**Exercise details:** Among the entries below, one line contains "function stroke(path, color, width, dash)" and another contains "M40,782L592,489". Transcribe those two lines and every line between them, exactly.

**Data to use:**

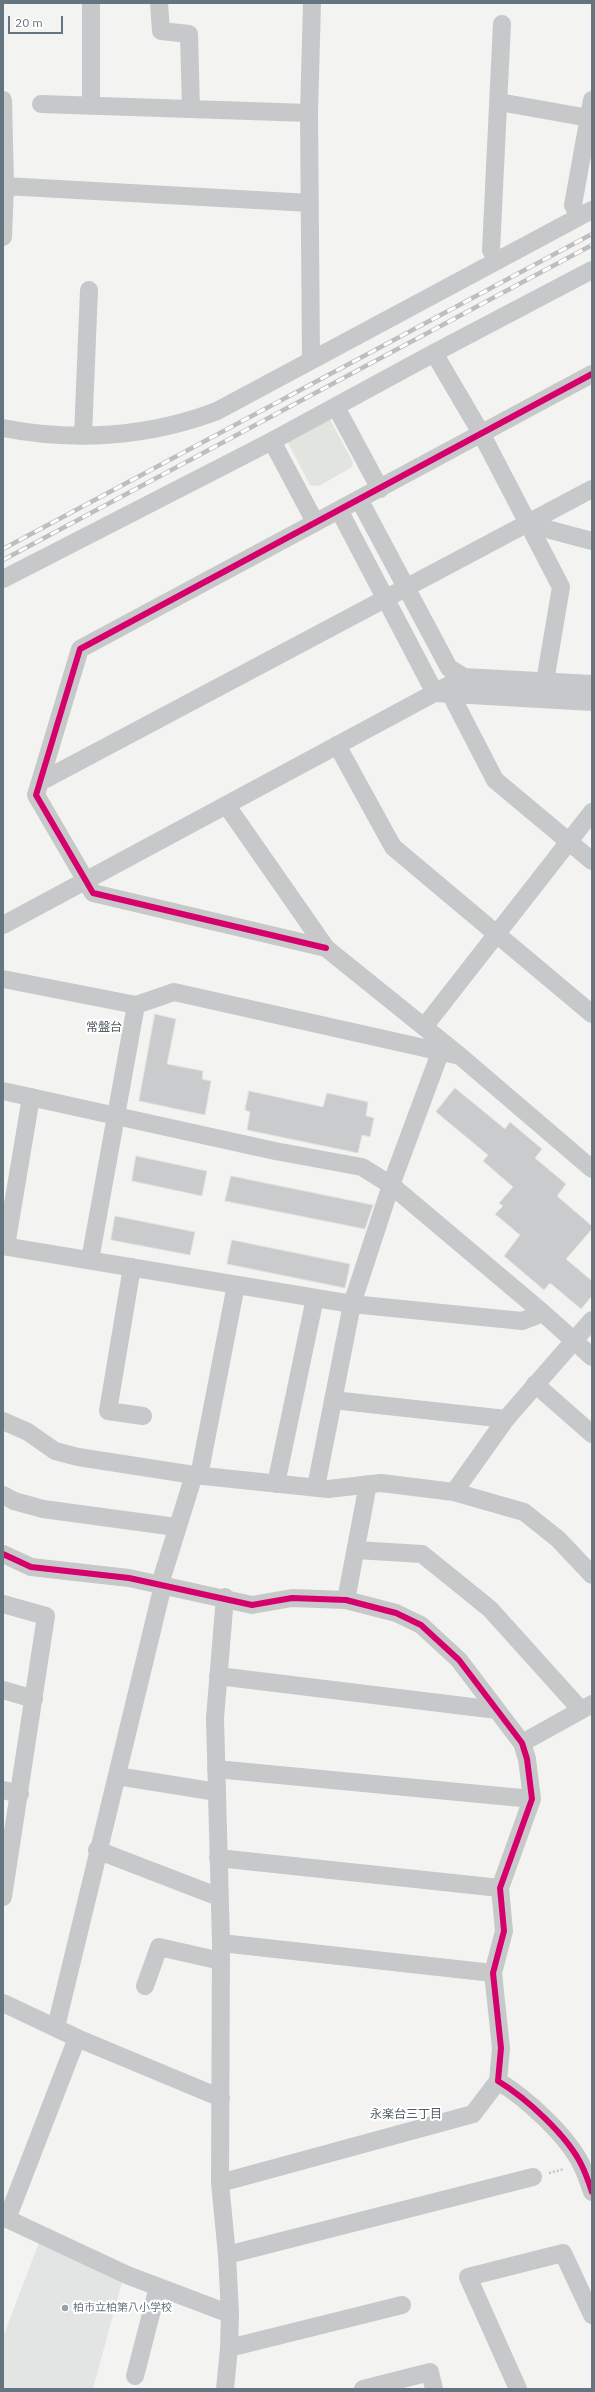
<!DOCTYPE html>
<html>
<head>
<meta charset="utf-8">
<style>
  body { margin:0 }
  #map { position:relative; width:595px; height:2392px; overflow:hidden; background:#f3f3f1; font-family:"IBM Plex Sans",sans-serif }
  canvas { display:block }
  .frame { position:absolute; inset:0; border:4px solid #657580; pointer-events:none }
  .scale { position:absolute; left:8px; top:16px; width:55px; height:18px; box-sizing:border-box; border:2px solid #657580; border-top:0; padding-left:5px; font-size:12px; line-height:14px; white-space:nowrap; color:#657580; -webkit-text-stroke:3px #fff; paint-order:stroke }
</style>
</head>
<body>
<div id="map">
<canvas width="595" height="2392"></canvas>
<div class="frame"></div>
<div class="scale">20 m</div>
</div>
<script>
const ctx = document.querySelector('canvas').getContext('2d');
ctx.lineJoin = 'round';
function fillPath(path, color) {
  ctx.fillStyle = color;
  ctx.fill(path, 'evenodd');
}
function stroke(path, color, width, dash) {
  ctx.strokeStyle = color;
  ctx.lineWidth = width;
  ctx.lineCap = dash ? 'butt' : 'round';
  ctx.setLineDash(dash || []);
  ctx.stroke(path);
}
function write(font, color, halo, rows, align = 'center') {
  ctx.font = font + ' "IBM Plex Sans","Noto Sans JP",sans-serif';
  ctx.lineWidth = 4;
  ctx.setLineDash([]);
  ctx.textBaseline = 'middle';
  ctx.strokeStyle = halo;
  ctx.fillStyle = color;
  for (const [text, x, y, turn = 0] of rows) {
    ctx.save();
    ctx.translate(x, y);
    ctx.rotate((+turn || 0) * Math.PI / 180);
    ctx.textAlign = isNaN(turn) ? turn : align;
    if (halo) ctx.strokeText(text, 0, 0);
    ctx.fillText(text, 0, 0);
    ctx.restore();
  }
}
const built = new Path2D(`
  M40,2240L123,2278L93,2389H3V2337Z`);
const green = new Path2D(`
  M328,416L353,462L352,467L319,486L310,485L286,439Z`);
const building = new Path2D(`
  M155,1014L176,1019L167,1064L203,1071L202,1079L211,1081L205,1115L139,1101Z
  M455,1088L505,1129L510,1122L542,1149L535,1158L566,1184L557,1196L592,1226V1229L566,1259L592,1281V1296L581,1309L550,1283L544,1290L504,1256L520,1235L495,1214L503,1206L499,1203L513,1187L483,1161L488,1155L436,1112Z
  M249,1091L323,1107L327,1093L368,1102L366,1116L374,1118L370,1137L362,1135L358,1153L247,1130L250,1112L245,1110Z
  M136,1156L207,1171L202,1196L132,1181Z
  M231,1176L373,1205L365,1229L225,1201Z
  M115,1216L195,1232L190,1255L111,1240Z
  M232,1240L350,1264L345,1288L227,1264Z`);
const path = new Path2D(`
  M549,2173L564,2169`);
const minor = new Path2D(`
  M159,3L161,31L189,34L191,109
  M3,100L5,186L310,203
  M499,102L589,118
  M41,104L309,113
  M91,106V3
  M579,217L573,205L592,100
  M3,237L5,186
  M497,261L491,250L502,24
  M434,353L481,433L561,587L542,699
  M311,360L309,113L312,3
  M336,407L380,489
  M3,428C74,442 149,437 217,411L592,210
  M83,435L89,290
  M272,441L315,522
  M359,499L449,668L464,677L592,684
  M339,510L435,693L592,702
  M528,524L592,541
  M3,579L272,441L434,353L592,270
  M450,693L495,780L592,861
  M337,745L393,847L592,1014
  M40,782L592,489
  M227,806L326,948L460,1056L592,1169
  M3,925L464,677
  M326,948L93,893L36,795L80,649L592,374
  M3,979L136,1005L174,992L460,1056
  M424,1027L592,812
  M3,1091L275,1151L362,1167L391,1185L543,1313L592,1357
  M3,1246L352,1304L522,1321L543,1313
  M6,1246L31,1097
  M90,1260L136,1005
  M132,1267L108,1411L143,1416
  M535,1384L592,1434
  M333,1400L506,1419
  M3,1421L28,1432L55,1451L78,1457L194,1475L328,1489L381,1483L454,1492L524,1512L558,1539L592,1575
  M199,1476L236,1285
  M276,1484L315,1298
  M316,1487L352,1304L391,1185L440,1053
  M454,1492L506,1419L592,1320
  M3,1495L14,1501L43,1509L176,1527
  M356,1550L422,1554L490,1609L581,1710
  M3,1554L31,1567L129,1578L252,1605L292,1598L346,1600L396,1613L421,1625L459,1660L522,1743L527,1759L532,1799L500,1888L504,1931L493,1973L501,2048L498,2081C526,2098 568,2136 582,2166C586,2174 589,2183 592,2192
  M160,1584L194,1475
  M346,1600L368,1484
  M3,1604L46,1616L3,1897
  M218,1676L497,1710
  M3,1690L34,1699
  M522,1743L592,1704
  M216,1769L532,1799
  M117,1776L217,1792
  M3,1790L20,1794
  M97,1850L219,1897
  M218,1858L500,1888
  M221,1943L493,1973
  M145,1986L159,1947L221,1961
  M3,2003L77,2038L221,2098
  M56,2027L163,1585
  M220,2183L473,2114L498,2081
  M3,2217L127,2275L230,2314
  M7,2219L77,2038
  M227,2255L533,2177
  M229,2348L402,2305
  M135,2376L158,2287
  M225,2389L229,2348L230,2314L227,2255L220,2183L221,1943L215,1718L225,1597
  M363,2389L430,2372L434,2389
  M518,2389L468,2277L563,2253L592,2315`);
const rail = new Path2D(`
  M3,549L592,234
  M3,560L592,245`);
const cycleway = new Path2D(`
  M326,948L93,893L36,795L80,649L592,374
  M3,1554L31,1567L129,1578L252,1605L292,1598L346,1600L396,1613L421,1625L459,1660L522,1743L527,1759L532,1799L500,1888L504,1931L493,1973L501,2048L498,2081C526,2098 568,2136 582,2166C586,2174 589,2183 592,2192`);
const markers = [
  [65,2308,4,"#97a1a8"]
];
const poiNames = [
  ["柏市立柏第八小学校",73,2308]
];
const neighbourhoodNames = [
  ["常盤台",104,1028],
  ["永楽台三丁目",406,2115]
];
fillPath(built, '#e3e5e4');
fillPath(green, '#e2e5df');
fillPath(building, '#cacbcc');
stroke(building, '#e2e2e1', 1);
stroke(path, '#c5c6c6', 2.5, [2, 2]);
stroke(minor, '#c7c8c9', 18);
stroke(rail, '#bdbebf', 4.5);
stroke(rail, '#fff', 3, [9]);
stroke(cycleway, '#d6006c', 6);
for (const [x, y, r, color] of markers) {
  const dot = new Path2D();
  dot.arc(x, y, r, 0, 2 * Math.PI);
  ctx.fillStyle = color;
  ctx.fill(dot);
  stroke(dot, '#fff', 1.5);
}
write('11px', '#657580', '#fff', poiNames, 'left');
write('12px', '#525e65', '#fff', neighbourhoodNames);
</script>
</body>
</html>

**Expected output:**
function stroke(path, color, width, dash) {
  ctx.strokeStyle = color;
  ctx.lineWidth = width;
  ctx.lineCap = dash ? 'butt' : 'round';
  ctx.setLineDash(dash || []);
  ctx.stroke(path);
}
function write(font, color, halo, rows, align = 'center') {
  ctx.font = font + ' "IBM Plex Sans","Noto Sans JP",sans-serif';
  ctx.lineWidth = 4;
  ctx.setLineDash([]);
  ctx.textBaseline = 'middle';
  ctx.strokeStyle = halo;
  ctx.fillStyle = color;
  for (const [text, x, y, turn = 0] of rows) {
    ctx.save();
    ctx.translate(x, y);
    ctx.rotate((+turn || 0) * Math.PI / 180);
    ctx.textAlign = isNaN(turn) ? turn : align;
    if (halo) ctx.strokeText(text, 0, 0);
    ctx.fillText(text, 0, 0);
    ctx.restore();
  }
}
const built = new Path2D(`
  M40,2240L123,2278L93,2389H3V2337Z`);
const green = new Path2D(`
  M328,416L353,462L352,467L319,486L310,485L286,439Z`);
const building = new Path2D(`
  M155,1014L176,1019L167,1064L203,1071L202,1079L211,1081L205,1115L139,1101Z
  M455,1088L505,1129L510,1122L542,1149L535,1158L566,1184L557,1196L592,1226V1229L566,1259L592,1281V1296L581,1309L550,1283L544,1290L504,1256L520,1235L495,1214L503,1206L499,1203L513,1187L483,1161L488,1155L436,1112Z
  M249,1091L323,1107L327,1093L368,1102L366,1116L374,1118L370,1137L362,1135L358,1153L247,1130L250,1112L245,1110Z
  M136,1156L207,1171L202,1196L132,1181Z
  M231,1176L373,1205L365,1229L225,1201Z
  M115,1216L195,1232L190,1255L111,1240Z
  M232,1240L350,1264L345,1288L227,1264Z`);
const path = new Path2D(`
  M549,2173L564,2169`);
const minor = new Path2D(`
  M159,3L161,31L189,34L191,109
  M3,100L5,186L310,203
  M499,102L589,118
  M41,104L309,113
  M91,106V3
  M579,217L573,205L592,100
  M3,237L5,186
  M497,261L491,250L502,24
  M434,353L481,433L561,587L542,699
  M311,360L309,113L312,3
  M336,407L380,489
  M3,428C74,442 149,437 217,411L592,210
  M83,435L89,290
  M272,441L315,522
  M359,499L449,668L464,677L592,684
  M339,510L435,693L592,702
  M528,524L592,541
  M3,579L272,441L434,353L592,270
  M450,693L495,780L592,861
  M337,745L393,847L592,1014
  M40,782L592,489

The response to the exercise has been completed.